Registrando separatamente ogni sezione strumentale dell’Orchestra Filarmonica di Philadelphia e ricomponendo il tutto in fase di mixaggio, così da poter ottenere il meglio da ogni singolo gruppo di strumenti, si arrivò a un equilibrio perfetto tra le parti: gli spettatori che ascoltarono la colonna sonora in Fantasound nelle poche sale attrezzate dalla Disney vennero sommersi da suoni provenienti da tre altoparlanti dietro lo schermo e dalle sessantacinque casse acustiche collocate strategicamente in tutto il locale. Fantasia voleva essere un’opera d’arte totale, capace di creare nello spettatore la sensazione di essere parte integrante del film, superare lo schermo, quasi come nell’Alice di Carrol, ed entrare nello spazio immaginario creato dai disegnatori. L’idea di coinvolgere totalmente gli spettatori attraversa tutta la pellicola. Ad esempio, era intenzione di Disney girare la sequenza tratta da Bach con una tecnica innovativa, vale a dire la stereoscopia a tre dimensioni su schermi di grandi dimensioni. Sarebbero stati dati agli spettatori degli occhialini che, grazie a una lente rossa e una blu, avrebbero permesso la visione a tre dimensioni del brano. Nell’intenzione di Disney gli spettatori sarebbero stati costretti a usare simultaneamente occhi e orecchie per percepire ciò che la musica faceva “vedere” e ciò che le immagini facevano “sentire”. Furono, tuttavia, i costi a rendere impossibile l’utilizzo di queste innovazioni tecniche.

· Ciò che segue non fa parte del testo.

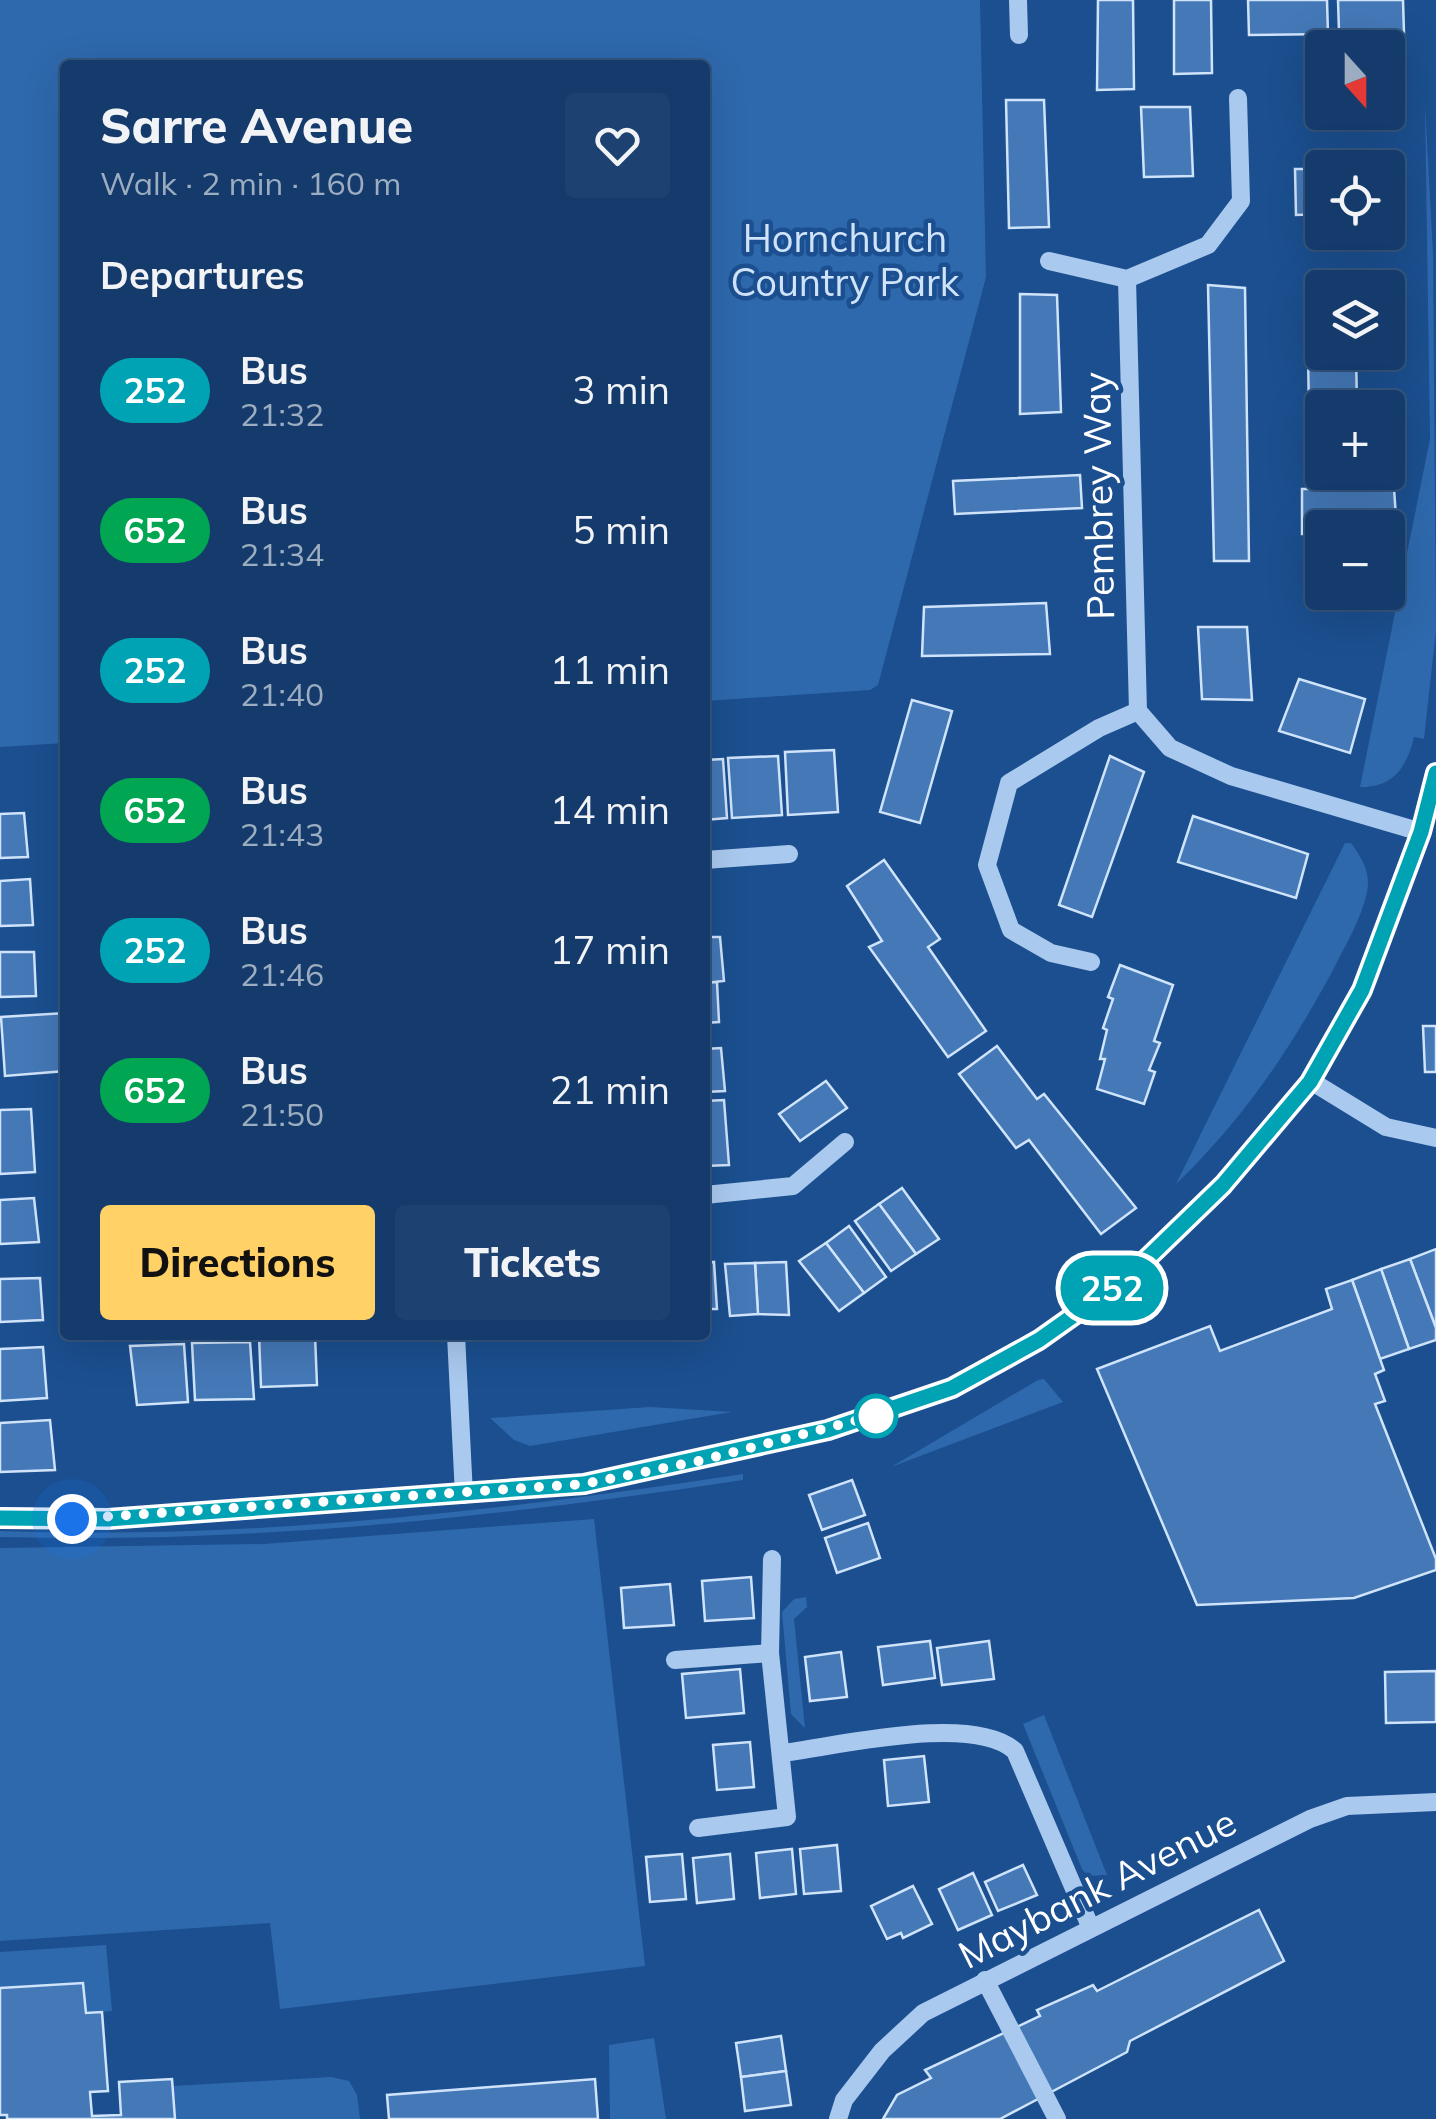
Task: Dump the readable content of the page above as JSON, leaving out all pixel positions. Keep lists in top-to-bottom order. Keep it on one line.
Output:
{"streets":{"street":["Pembrey Way","Maybank Avenue"]},"parks":["Hornchurch Country Park"],"lines":["bus line 252"],"north":"bottom","page":{"on_map":"252","map_buttons":["+","−"],"heading":[["Sarre Avenue","Walk · 2 min · 160 m"],"Departures"],"list":[{"mark":"252","name":"Bus","note":"21:32","value":"3 min"},{"mark":"652","name":"Bus","note":"21:34","value":"5 min"},{"mark":"252","name":"Bus","note":"21:40","value":"11 min"},{"mark":"652","name":"Bus","note":"21:43","value":"14 min"},{"mark":"252","name":"Bus","note":"21:46","value":"17 min"},{"mark":"652","name":"Bus","note":"21:50","value":"21 min"}],"buttons":["Directions","Tickets"]}}
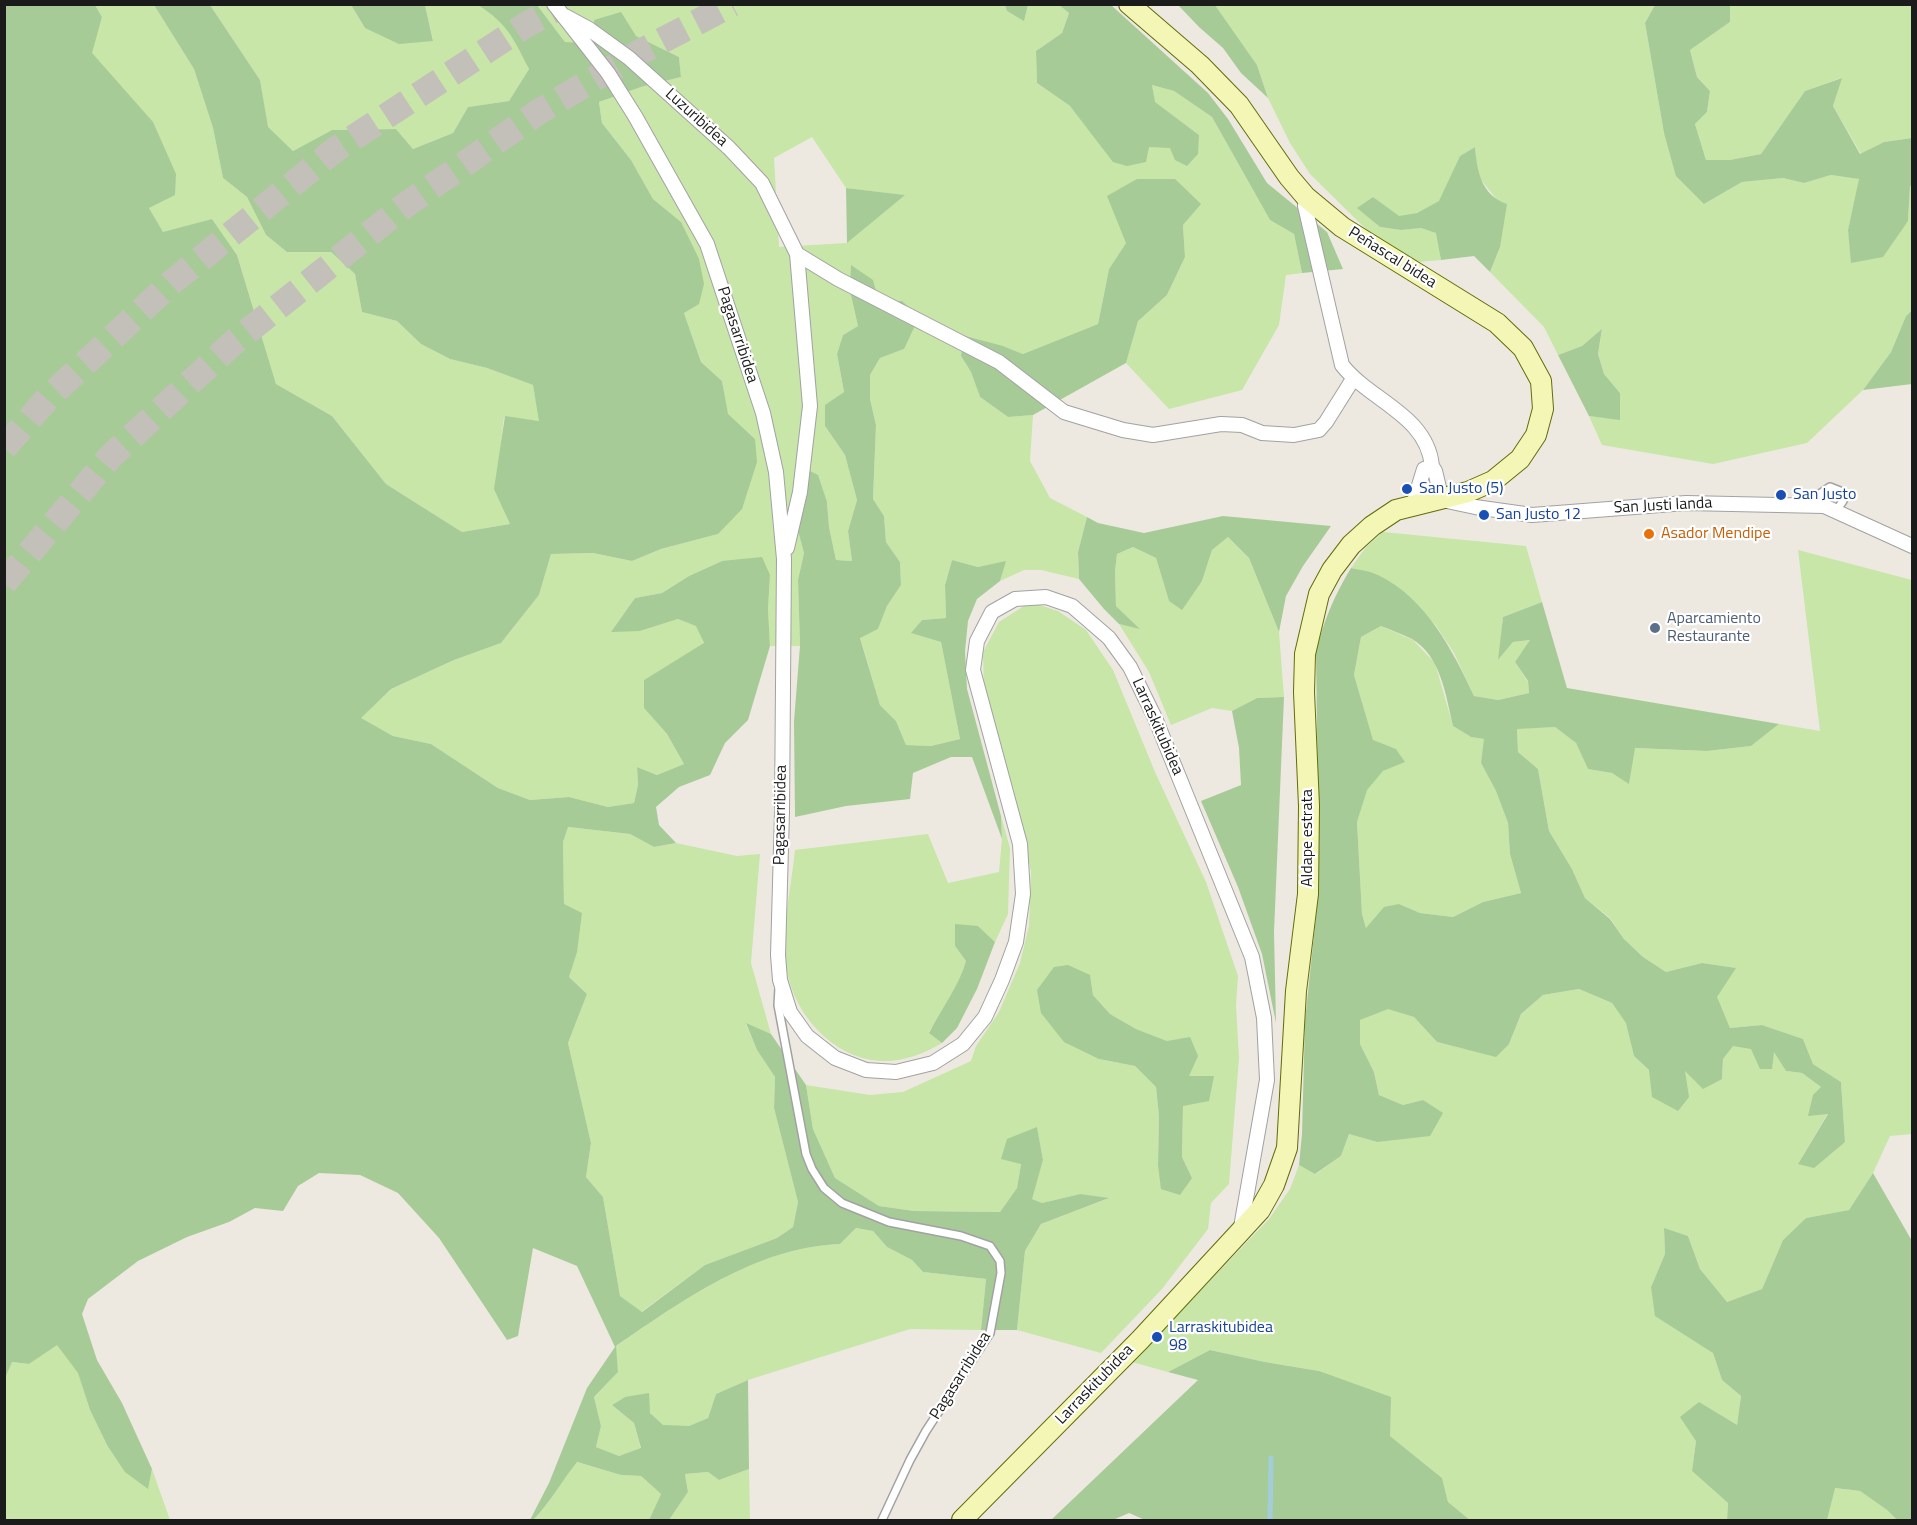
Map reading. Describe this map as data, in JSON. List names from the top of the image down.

La realizzazione di Fantasia durò circa tre anni e l’ultima ripresa per completare la sequenza dell’Ave Maria (richiamata anche in conclusione del primo brano, a marcare l’andamento circolare dell’opera) venne spedita solamente a quattro ore dalla première mondiale, il 13 novembre 1940. Gli otto brani che compongono il film furono il risultato delle capacità e delle qualità di un numero enorme di persone, le quali s’impegnarono a creare quello che è considerato il capolavoro Disney.

Ma, così come il sogno dell’apprendista stregone svanì a contatto con l’acqua, il successo di Fantasia naufragò nella tempesta della Seconda Guerra Mondiale.

 

  1. Cfr. Bob Thomas, Walt Disney: an American Original, Simon & Schuster, New York 1976; tr. it.: Walt Disney, Mondadori, Milano 1980.
  2. Cfr. ibidem.
  3. Cfr. John Culhane, Fantasia. Il capolavoro di Walt Disney, The Walt Disney Company Italia, Milano 1992.